[Saved data entries]
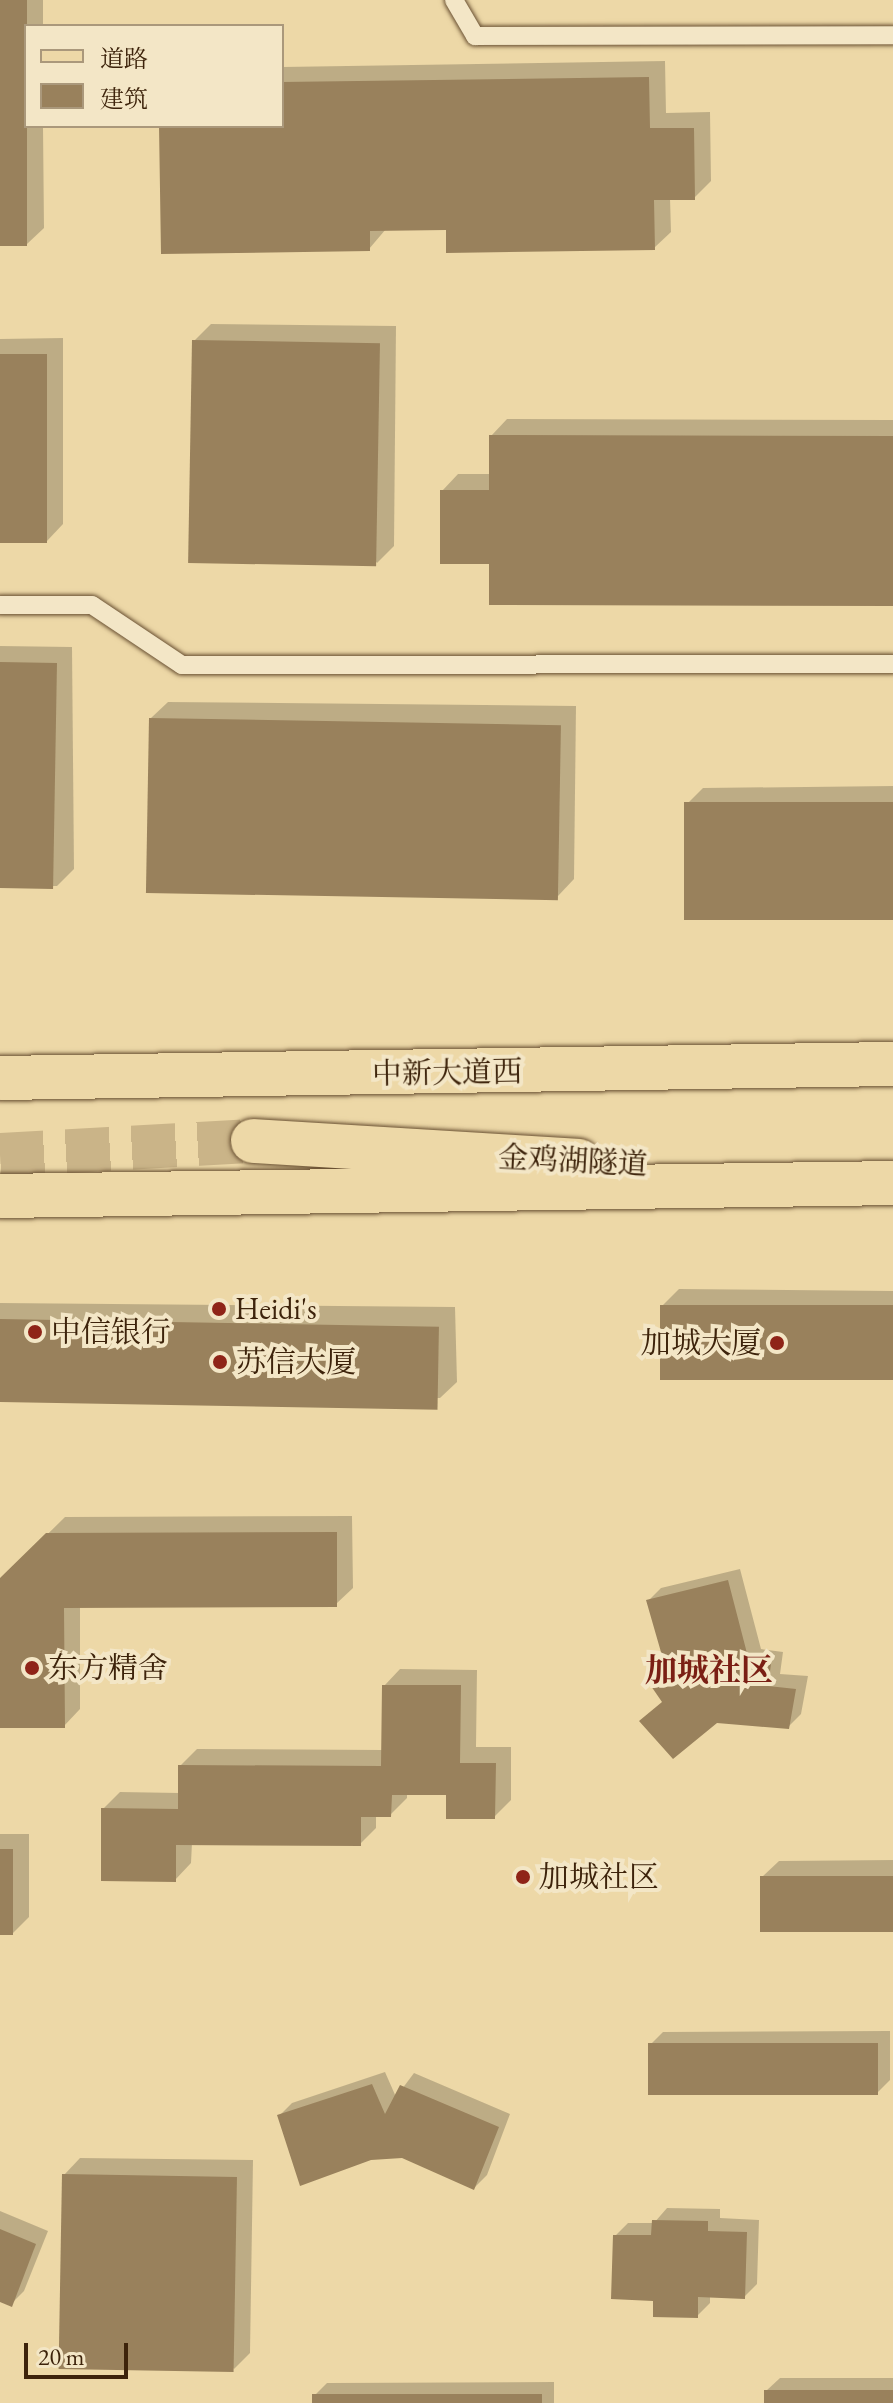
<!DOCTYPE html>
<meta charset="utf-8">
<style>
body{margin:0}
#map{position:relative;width:893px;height:2403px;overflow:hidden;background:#edd8a7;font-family:"EB Garamond","Noto Serif SC",serif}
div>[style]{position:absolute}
.shadow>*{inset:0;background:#0003}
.building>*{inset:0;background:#99815c;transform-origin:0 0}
.primary-tunnel>*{height:44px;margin-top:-22px;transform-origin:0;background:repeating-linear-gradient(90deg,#cab488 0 44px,transparent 0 66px)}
.roads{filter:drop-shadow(0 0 2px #695032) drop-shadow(0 0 2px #695032)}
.lane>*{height:18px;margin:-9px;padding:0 9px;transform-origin:9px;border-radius:9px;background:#f3e6c6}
.primary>*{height:44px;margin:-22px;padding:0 22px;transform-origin:22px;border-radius:22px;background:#edd8a7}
.dots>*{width:22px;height:22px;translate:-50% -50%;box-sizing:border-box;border:4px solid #f3e6c6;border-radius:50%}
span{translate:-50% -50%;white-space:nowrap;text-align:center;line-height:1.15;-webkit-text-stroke:8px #f3e6c6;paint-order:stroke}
.street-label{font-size:30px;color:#3d230b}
.poi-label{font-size:30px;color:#3d230b}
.left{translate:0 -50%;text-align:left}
.right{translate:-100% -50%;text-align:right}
.neighbourhood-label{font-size:32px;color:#7a1f14;font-weight:700}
.legend{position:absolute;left:24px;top:24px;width:260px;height:104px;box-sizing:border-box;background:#f3e6c6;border:2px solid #aa987b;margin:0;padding:10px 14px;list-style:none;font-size:24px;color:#3d230b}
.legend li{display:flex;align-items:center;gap:16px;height:40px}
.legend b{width:40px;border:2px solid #aa987b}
.scale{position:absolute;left:24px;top:2343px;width:104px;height:36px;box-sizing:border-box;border:4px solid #3d230b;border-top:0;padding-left:10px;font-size:24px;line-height:28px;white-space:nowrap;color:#3d230b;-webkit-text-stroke:6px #f3e6c6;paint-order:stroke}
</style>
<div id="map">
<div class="shadow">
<div style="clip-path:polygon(0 0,43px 0,43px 26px,26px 26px,26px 126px,43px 126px,44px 228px,27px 244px,0 244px)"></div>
<div style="clip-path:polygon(665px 61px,666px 113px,710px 112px,711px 181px,694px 198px,670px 198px,671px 232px,654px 248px,448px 228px,386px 229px,369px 249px,161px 126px,282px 126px,282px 67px)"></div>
<div style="clip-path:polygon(211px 324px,396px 326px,394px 546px,377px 563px,194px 341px)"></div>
<div style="clip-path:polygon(63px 338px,63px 524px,47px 541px,0 541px,0 339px)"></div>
<div style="clip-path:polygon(507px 419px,893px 420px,893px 604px,491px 562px,442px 491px,458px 474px,491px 474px,491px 436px)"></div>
<div style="clip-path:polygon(0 646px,72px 647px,74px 869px,57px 886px,0 886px)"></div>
<div style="clip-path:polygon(168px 702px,576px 706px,574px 879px,558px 896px,151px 718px)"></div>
<div style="clip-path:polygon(893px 786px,893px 918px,686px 805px,703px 788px)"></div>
<div style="clip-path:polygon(679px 1289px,893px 1291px,893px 1379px,662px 1306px)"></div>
<div style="clip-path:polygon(0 1303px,455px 1307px,457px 1382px,440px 1398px,0 1400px)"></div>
<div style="clip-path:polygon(352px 1516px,353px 1588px,336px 1604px,80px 1606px,80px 1709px,64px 1726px,0 1726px,0 1581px,65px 1517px)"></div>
<div style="clip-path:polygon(740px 1569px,761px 1649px,783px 1652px,780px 1674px,808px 1676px,801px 1714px,788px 1727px,664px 1701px,669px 1672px,648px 1601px,661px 1588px)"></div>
<div style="clip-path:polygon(400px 1669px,477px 1670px,476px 1747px,511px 1747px,511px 1800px,494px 1817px,448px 1793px,407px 1793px,407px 1798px,390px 1815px,376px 1815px,376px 1828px,360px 1844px,192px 1843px,191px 1863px,175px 1880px,103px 1809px,120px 1792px,180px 1793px,180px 1766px,197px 1749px,383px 1750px,384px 1686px)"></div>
<div style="clip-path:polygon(0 1834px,29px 1834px,29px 1917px,13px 1933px,0 1933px)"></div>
<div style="clip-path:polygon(893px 1860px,893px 1930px,762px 1877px,779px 1861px)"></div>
<div style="clip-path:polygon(890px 2031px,890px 2080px,877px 2093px,650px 2045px,663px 2032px)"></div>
<div style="clip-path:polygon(385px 2072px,396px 2097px,414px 2073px,510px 2114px,487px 2175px,474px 2188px,402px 2156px,279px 2116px,292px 2103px)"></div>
<div style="clip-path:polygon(80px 2158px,253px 2160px,250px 2353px,234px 2369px,64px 2175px)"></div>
<div style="clip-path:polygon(667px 2208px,720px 2209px,720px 2218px,759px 2220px,757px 2284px,744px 2297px,710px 2296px,710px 2303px,697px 2316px,655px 2299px,615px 2236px,628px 2223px,654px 2223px)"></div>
<div style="clip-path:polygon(0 2211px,48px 2231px,24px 2291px,11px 2304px,0 2299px)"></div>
<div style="clip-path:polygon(780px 2378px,893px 2378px,893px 2403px,766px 2403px,766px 2391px)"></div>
<div style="clip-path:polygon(554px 2382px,554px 2403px,314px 2403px,314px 2396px,327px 2383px)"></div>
</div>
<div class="building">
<div style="left:0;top:0;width:27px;height:246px"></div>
<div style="clip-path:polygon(649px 77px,650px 128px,694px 128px,695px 200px,654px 200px,655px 250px,446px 253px,446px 230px,370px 231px,370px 251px,161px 254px,159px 126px,282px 126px,282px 82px)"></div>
<div style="left:192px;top:340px;width:188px;height:223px;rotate:1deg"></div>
<div style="left:0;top:354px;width:47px;height:189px"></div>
<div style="clip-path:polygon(489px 435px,893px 436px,893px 606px,489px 605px,489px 564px,440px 564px,440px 490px,489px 490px)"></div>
<div style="left:0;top:662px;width:57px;height:226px;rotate:1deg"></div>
<div style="left:149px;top:718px;width:412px;height:175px;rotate:1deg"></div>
<div style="left:893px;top:802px;width:118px;height:209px;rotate:90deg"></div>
<div style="left:660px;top:1305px;width:233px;height:75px"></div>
<div style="left:0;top:1319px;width:439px;height:83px;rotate:1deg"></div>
<div style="clip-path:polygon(337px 1532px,337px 1607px,64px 1608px,65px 1728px,0 1728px,0 1578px,46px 1533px)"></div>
<div style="clip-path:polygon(728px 1580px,749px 1661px,771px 1664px,768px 1686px,796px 1689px,789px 1729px,717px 1723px,673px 1759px,639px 1721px,662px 1702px,651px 1686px,667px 1673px,646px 1600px)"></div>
<div style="clip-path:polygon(382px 1685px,461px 1685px,460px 1763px,496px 1763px,495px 1819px,446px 1819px,446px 1795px,392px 1795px,391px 1817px,361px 1817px,361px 1846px,176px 1845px,176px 1882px,101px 1881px,101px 1808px,178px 1809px,178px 1765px,381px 1766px)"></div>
<div style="left:0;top:1849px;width:13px;height:86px"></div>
<div style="left:893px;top:1876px;width:56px;height:133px;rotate:90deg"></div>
<div style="left:878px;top:2043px;width:52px;height:230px;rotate:90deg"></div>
<div style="clip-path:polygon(372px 2084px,385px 2114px,400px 2085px,499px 2127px,474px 2190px,402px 2158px,371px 2160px,300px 2186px,277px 2115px)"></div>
<div style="left:62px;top:2174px;width:175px;height:195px;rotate:1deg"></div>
<div style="clip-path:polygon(652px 2220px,708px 2221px,708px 2231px,747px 2232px,745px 2299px,698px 2297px,698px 2318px,653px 2317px,653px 2301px,611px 2299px,613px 2235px,651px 2235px)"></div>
<div style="clip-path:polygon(0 2229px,36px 2244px,12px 2307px,0 2302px)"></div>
<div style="left:764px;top:2390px;width:129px;height:13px"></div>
<div style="left:542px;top:2394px;width:9px;height:230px;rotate:90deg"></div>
</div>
<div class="primary-tunnel">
<div style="left:0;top:1155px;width:253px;rotate:-3.2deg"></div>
</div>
<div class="roads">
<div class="lane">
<div style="left:454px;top:0;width:42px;rotate:59.7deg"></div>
<div style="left:475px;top:36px;width:418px;rotate:-0.1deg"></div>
<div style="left:0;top:605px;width:92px"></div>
<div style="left:92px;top:605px;width:108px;rotate:33.7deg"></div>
<div style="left:182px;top:665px;width:711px;rotate:-0.08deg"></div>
</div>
<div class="primary">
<div style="left:0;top:1078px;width:893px;rotate:-0.9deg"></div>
<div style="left:253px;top:1141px;width:326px;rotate:3.5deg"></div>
<div style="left:0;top:1196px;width:893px;rotate:-0.83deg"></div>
</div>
</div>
<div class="dots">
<div style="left:219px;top:1309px;background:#8f2418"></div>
<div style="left:35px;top:1332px;background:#8f2418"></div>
<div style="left:777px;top:1343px;background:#8f2418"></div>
<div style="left:220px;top:1362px;background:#8f2418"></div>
<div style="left:32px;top:1668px;background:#8f2418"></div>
<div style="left:523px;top:1877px;background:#8f2418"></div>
</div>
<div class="street-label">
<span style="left:447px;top:1073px;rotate:-1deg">中新大道西</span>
<span style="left:573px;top:1161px;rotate:3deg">金鸡湖隧道</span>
</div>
<div class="poi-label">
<span class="left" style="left:235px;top:1309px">Heidi's</span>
<span class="left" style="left:51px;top:1332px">中信银行</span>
<span class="right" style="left:761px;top:1343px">加城大厦</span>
<span class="left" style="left:236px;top:1362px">苏信大厦</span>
<span class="left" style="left:48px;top:1668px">东方精舍</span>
<span class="left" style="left:539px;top:1877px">加城社区</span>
</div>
<div class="neighbourhood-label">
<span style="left:709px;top:1670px">加城社区</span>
</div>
<ul class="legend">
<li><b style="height:10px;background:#edd8a7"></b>道路</li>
<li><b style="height:22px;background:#99815c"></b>建筑</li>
</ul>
<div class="scale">20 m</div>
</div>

● What you will do:
The images in the entries above should be left out; please reproduce exactly the lines from the first through the one containing "2px #695032) drop-shadow(0".

● Solution:
<!DOCTYPE html>
<meta charset="utf-8">
<style>
body{margin:0}
#map{position:relative;width:893px;height:2403px;overflow:hidden;background:#edd8a7;font-family:"EB Garamond","Noto Serif SC",serif}
div>[style]{position:absolute}
.shadow>*{inset:0;background:#0003}
.building>*{inset:0;background:#99815c;transform-origin:0 0}
.primary-tunnel>*{height:44px;margin-top:-22px;transform-origin:0;background:repeating-linear-gradient(90deg,#cab488 0 44px,transparent 0 66px)}
.roads{filter:drop-shadow(0 0 2px #695032) drop-shadow(0 0 2px #695032)}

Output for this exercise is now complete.